Monday, 28 September 2015

When BBC stands for Bad, Bad Charting!

The British Broadcasting Company is an iconic news channel the world over known for cutting edge reporting and breaking news stories in an innovative way. The BBC has slowly become the website that I consume the majority of my news through whether it is politics, business or sport (other news channels are available).

With the rise of data being collected about sports games to help the spectators understand the game further, I was excited to see where the BBC would take this data in playing back to their audience. The results have not been the quality that I would normally expect from an organisation the British nation largely has pride in. All the below come from this year’s Premier League season – enjoy and be ready to cringe.

Taking a bite out of the donut
Let’s talk about Donut Pie charts. This is actually a tough subject as I know it evokes a lot of emotion from a lot of people. Some people love the aesthetic they create, some people love their infographic feel and a whole lot of those who understand data visualisation really, really, really don’t like them.
I found Andy Kirk’s tweet below summarised a beautiful example.

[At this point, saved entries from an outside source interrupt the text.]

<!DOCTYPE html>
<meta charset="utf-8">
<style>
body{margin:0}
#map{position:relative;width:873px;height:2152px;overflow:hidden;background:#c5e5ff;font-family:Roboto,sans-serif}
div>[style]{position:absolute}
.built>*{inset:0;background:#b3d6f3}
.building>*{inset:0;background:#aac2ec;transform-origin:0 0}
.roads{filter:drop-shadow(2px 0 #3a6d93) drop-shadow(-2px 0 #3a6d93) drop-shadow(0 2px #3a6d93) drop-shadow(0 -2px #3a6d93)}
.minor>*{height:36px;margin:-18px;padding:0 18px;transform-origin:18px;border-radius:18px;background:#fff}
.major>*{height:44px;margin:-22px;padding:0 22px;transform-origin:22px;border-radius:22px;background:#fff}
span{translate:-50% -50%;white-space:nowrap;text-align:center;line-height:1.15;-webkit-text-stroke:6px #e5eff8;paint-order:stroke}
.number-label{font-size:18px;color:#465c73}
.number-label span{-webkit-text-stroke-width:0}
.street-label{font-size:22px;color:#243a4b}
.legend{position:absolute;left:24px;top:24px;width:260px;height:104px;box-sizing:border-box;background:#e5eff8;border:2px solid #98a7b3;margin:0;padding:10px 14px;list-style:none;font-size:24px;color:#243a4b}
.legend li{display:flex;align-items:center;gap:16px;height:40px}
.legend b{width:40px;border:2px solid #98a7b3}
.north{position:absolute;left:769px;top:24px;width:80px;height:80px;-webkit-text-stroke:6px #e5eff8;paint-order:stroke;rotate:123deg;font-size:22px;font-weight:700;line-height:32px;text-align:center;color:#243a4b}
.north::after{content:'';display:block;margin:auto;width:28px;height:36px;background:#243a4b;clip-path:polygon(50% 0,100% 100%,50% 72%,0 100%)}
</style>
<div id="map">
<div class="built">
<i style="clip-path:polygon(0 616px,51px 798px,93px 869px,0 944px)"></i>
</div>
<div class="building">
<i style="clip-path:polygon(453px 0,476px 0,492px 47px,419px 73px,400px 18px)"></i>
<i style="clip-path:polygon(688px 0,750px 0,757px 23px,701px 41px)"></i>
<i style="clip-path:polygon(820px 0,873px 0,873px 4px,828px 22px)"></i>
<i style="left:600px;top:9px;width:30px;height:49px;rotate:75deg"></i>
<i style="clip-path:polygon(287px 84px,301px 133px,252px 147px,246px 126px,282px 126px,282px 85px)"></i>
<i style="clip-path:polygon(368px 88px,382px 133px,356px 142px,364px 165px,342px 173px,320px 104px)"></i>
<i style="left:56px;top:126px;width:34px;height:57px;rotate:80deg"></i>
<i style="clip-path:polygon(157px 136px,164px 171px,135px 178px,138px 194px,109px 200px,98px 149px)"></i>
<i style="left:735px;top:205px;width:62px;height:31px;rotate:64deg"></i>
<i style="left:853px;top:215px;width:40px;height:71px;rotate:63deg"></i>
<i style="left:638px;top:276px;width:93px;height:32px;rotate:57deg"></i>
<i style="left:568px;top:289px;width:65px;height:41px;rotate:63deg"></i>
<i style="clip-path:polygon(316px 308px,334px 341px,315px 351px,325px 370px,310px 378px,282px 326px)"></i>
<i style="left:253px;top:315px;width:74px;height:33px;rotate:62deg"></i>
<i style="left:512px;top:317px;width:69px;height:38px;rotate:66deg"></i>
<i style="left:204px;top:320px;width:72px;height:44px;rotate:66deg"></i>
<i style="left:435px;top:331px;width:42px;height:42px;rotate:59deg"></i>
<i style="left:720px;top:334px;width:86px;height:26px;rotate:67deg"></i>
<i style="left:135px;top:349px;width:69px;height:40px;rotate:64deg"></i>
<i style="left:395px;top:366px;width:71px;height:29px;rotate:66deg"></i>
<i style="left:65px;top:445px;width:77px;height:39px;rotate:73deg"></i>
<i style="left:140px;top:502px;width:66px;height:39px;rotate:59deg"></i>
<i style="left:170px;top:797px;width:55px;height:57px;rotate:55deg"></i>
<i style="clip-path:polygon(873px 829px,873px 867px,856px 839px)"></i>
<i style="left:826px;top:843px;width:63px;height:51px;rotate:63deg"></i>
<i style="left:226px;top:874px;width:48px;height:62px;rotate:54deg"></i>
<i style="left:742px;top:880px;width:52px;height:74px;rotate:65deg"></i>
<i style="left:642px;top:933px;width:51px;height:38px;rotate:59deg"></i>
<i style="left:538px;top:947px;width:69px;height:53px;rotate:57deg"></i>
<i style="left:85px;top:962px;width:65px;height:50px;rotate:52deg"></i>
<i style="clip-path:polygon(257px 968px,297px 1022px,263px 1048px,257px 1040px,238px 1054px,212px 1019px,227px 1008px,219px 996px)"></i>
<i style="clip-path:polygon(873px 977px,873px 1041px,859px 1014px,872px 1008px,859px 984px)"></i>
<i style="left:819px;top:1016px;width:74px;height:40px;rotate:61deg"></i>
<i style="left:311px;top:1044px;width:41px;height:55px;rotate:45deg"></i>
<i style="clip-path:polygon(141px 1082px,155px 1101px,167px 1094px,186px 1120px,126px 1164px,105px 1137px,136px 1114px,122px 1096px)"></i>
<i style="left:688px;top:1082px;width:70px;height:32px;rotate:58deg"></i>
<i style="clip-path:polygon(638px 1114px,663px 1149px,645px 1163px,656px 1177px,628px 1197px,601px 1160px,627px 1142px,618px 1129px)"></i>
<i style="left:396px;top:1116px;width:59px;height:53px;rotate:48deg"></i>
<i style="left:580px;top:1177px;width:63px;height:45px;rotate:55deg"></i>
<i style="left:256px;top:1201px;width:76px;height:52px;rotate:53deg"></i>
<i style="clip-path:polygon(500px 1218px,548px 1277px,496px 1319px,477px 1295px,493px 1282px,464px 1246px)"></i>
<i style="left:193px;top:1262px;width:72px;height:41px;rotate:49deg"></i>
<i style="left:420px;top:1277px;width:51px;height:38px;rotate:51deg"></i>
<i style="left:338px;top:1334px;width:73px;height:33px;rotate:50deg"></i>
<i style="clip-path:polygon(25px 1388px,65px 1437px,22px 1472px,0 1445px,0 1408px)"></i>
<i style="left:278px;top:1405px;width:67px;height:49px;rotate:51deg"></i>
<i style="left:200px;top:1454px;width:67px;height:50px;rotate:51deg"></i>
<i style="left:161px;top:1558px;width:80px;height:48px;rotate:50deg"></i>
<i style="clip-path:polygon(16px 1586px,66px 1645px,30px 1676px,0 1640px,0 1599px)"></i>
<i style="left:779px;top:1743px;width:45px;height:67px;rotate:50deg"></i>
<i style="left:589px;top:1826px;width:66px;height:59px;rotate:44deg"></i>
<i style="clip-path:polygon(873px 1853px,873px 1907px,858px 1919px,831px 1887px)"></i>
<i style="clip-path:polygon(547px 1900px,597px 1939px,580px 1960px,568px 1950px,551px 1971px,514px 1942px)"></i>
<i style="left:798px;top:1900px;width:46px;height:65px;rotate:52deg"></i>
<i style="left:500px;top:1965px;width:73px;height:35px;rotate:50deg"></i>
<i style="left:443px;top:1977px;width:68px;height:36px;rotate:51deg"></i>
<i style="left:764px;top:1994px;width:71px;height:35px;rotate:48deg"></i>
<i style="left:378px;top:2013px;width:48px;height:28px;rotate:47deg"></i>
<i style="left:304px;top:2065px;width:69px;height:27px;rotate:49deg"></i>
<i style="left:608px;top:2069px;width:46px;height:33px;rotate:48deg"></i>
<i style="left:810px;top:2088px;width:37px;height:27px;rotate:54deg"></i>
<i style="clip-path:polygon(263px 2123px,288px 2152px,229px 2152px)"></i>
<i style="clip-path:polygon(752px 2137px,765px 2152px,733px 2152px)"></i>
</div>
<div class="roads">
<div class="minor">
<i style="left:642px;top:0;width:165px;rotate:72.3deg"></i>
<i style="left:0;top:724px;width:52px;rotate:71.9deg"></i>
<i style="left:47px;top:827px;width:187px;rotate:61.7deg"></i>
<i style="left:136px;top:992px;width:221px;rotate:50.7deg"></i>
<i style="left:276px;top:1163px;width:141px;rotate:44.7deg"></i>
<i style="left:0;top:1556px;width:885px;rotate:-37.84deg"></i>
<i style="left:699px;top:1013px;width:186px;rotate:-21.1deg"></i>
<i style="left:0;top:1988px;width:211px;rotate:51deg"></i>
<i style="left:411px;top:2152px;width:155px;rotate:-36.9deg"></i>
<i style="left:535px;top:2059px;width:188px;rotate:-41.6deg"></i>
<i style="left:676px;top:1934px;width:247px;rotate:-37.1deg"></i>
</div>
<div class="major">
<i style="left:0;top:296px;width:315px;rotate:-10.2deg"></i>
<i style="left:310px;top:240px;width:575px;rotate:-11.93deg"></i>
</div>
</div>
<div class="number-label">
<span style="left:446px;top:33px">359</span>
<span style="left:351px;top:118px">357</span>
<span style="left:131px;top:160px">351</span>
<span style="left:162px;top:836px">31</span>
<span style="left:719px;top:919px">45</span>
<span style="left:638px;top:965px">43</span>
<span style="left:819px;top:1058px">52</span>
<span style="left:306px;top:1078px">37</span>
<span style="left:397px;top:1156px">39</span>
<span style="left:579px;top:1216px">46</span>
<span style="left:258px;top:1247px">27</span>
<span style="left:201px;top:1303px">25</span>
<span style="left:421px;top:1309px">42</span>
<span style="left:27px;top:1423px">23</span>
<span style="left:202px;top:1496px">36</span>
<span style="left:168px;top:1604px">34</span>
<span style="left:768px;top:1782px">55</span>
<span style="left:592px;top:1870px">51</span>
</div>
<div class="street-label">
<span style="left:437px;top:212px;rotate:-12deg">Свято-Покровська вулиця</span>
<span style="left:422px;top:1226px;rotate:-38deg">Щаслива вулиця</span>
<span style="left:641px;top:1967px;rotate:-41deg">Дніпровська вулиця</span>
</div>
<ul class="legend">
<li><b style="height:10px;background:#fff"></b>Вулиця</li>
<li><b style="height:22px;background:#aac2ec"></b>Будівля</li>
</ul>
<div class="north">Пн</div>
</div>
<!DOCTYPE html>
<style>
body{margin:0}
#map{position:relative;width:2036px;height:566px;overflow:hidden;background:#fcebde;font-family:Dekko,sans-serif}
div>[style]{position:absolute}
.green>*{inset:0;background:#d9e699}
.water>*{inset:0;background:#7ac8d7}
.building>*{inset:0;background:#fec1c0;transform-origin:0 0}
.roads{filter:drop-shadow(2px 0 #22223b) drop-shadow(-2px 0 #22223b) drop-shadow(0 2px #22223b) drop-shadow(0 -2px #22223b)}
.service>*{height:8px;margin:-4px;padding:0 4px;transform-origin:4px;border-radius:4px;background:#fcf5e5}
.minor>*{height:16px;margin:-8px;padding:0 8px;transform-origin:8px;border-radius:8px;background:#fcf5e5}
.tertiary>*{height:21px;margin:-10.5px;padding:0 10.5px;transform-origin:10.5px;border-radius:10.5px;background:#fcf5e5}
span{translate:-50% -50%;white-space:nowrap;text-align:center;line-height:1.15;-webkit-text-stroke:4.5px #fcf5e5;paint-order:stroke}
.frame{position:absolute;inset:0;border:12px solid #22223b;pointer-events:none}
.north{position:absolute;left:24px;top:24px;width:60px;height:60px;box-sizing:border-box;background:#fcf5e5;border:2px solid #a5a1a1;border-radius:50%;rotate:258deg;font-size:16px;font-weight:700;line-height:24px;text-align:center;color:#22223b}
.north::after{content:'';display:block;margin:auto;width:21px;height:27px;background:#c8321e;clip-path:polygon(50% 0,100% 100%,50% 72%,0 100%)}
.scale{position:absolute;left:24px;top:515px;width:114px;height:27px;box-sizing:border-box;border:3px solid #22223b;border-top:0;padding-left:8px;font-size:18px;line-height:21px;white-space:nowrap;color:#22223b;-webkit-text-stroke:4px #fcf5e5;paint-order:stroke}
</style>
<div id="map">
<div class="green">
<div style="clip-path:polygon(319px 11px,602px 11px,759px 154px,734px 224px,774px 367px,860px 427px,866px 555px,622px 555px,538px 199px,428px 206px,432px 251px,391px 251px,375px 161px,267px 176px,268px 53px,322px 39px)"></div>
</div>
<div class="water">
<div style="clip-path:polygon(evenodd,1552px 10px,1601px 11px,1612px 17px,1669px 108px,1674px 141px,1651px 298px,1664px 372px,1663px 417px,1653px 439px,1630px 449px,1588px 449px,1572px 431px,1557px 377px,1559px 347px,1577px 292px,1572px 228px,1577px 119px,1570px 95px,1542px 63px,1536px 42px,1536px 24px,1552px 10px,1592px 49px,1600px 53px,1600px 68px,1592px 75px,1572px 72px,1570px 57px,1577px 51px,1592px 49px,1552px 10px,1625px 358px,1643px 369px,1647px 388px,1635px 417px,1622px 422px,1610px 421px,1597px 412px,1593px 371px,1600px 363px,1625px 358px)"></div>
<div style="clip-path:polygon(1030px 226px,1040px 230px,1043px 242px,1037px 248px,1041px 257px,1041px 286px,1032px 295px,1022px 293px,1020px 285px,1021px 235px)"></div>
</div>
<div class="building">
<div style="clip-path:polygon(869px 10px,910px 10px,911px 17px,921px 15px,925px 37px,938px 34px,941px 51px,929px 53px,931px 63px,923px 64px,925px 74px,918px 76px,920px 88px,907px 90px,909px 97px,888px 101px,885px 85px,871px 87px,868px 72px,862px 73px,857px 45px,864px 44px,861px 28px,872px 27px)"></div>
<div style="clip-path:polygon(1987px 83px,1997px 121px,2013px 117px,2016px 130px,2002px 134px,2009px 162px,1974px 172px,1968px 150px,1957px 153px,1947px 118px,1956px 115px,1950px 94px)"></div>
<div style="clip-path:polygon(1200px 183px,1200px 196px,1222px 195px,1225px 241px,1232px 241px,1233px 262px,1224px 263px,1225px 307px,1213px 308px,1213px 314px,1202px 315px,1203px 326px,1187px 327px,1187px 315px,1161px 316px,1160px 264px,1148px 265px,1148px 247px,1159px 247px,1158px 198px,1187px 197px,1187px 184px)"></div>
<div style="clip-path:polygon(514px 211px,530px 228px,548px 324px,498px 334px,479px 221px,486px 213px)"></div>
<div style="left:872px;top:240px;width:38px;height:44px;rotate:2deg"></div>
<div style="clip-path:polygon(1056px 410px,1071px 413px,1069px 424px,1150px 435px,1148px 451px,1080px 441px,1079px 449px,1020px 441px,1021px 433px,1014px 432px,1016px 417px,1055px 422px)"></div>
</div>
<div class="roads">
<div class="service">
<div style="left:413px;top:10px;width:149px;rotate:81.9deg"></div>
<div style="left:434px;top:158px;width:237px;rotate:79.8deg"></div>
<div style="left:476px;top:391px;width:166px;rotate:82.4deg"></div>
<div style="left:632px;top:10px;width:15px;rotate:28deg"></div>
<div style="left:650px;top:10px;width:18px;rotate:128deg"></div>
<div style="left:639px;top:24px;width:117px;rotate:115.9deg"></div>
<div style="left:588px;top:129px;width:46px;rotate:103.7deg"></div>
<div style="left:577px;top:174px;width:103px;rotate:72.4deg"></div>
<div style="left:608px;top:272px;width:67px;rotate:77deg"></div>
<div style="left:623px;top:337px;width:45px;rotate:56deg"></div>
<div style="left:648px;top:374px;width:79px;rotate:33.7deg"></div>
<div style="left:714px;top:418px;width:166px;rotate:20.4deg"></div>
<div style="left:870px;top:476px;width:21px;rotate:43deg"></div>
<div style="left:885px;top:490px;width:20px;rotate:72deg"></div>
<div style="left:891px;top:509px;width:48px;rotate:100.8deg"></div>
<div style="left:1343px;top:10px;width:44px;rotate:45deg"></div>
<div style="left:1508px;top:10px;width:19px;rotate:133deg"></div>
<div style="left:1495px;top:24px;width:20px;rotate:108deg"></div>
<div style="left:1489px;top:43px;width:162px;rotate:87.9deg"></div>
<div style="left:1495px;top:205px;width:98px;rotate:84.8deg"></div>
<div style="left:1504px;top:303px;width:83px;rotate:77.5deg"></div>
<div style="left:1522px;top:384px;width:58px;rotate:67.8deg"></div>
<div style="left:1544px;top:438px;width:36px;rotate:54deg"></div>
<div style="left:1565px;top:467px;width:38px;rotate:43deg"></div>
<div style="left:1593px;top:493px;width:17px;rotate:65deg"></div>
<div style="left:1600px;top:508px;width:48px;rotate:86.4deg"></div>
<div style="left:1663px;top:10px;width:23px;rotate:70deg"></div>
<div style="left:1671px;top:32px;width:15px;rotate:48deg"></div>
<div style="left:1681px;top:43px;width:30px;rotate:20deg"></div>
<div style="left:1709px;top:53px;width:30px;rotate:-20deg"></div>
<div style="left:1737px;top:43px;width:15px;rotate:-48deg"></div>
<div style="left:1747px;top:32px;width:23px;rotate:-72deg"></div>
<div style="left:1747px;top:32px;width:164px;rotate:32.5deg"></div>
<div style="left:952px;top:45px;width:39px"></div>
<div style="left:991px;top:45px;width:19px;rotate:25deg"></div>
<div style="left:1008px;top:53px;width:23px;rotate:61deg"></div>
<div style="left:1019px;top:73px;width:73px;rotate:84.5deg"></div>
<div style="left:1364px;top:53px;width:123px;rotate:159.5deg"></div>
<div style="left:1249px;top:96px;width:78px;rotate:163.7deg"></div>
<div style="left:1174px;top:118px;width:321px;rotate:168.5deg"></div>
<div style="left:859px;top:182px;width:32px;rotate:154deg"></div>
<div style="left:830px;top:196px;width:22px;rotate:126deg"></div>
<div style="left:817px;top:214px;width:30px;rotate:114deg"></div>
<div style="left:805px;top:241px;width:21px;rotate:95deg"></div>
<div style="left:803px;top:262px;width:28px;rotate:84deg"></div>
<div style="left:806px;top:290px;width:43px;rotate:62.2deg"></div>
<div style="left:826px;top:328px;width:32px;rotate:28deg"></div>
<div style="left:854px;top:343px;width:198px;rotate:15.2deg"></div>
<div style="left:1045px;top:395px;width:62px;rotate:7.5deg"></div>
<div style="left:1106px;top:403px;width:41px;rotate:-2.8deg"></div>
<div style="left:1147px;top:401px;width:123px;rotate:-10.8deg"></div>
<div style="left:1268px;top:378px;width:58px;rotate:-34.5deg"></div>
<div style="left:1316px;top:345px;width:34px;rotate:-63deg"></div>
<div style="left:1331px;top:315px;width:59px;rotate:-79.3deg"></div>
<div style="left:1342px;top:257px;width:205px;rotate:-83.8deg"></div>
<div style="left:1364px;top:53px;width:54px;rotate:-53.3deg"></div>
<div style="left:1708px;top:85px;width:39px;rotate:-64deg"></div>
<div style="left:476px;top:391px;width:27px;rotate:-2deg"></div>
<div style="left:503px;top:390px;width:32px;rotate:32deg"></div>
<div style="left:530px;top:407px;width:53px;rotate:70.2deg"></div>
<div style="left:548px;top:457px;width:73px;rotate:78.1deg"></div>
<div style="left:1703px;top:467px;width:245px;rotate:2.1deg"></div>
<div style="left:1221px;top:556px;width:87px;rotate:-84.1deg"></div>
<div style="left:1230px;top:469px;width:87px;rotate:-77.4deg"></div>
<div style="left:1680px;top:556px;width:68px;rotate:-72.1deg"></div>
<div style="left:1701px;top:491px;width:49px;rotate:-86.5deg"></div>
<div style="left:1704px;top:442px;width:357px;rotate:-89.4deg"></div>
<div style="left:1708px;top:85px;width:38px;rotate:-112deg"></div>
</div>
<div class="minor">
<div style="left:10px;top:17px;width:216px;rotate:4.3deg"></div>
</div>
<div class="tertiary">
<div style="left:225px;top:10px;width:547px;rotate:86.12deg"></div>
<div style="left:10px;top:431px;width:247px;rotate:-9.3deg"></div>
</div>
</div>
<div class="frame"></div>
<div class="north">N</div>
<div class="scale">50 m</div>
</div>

So what’s wrong with this chart? The chart actually doesn’t stand out to me. Andy is right, the dots and labels are more dominant than the visual that should be helping the viewer see the story of the data. The story of the chart is challenging the commonly held belief that more possession equals more wins. The data shows that if you are the team with the most possession then you have won 41% of your games. A majority of results have not been a win. So why doesn’t the chart use colour to pick this story out? Why use two shades of blue to show win and loss (opposite results) with grey being used to show a draw. Would using a non-win colour, and a different colour being used for the win, be more effective? Or a colour scale showing the league table points that are returned from the game results?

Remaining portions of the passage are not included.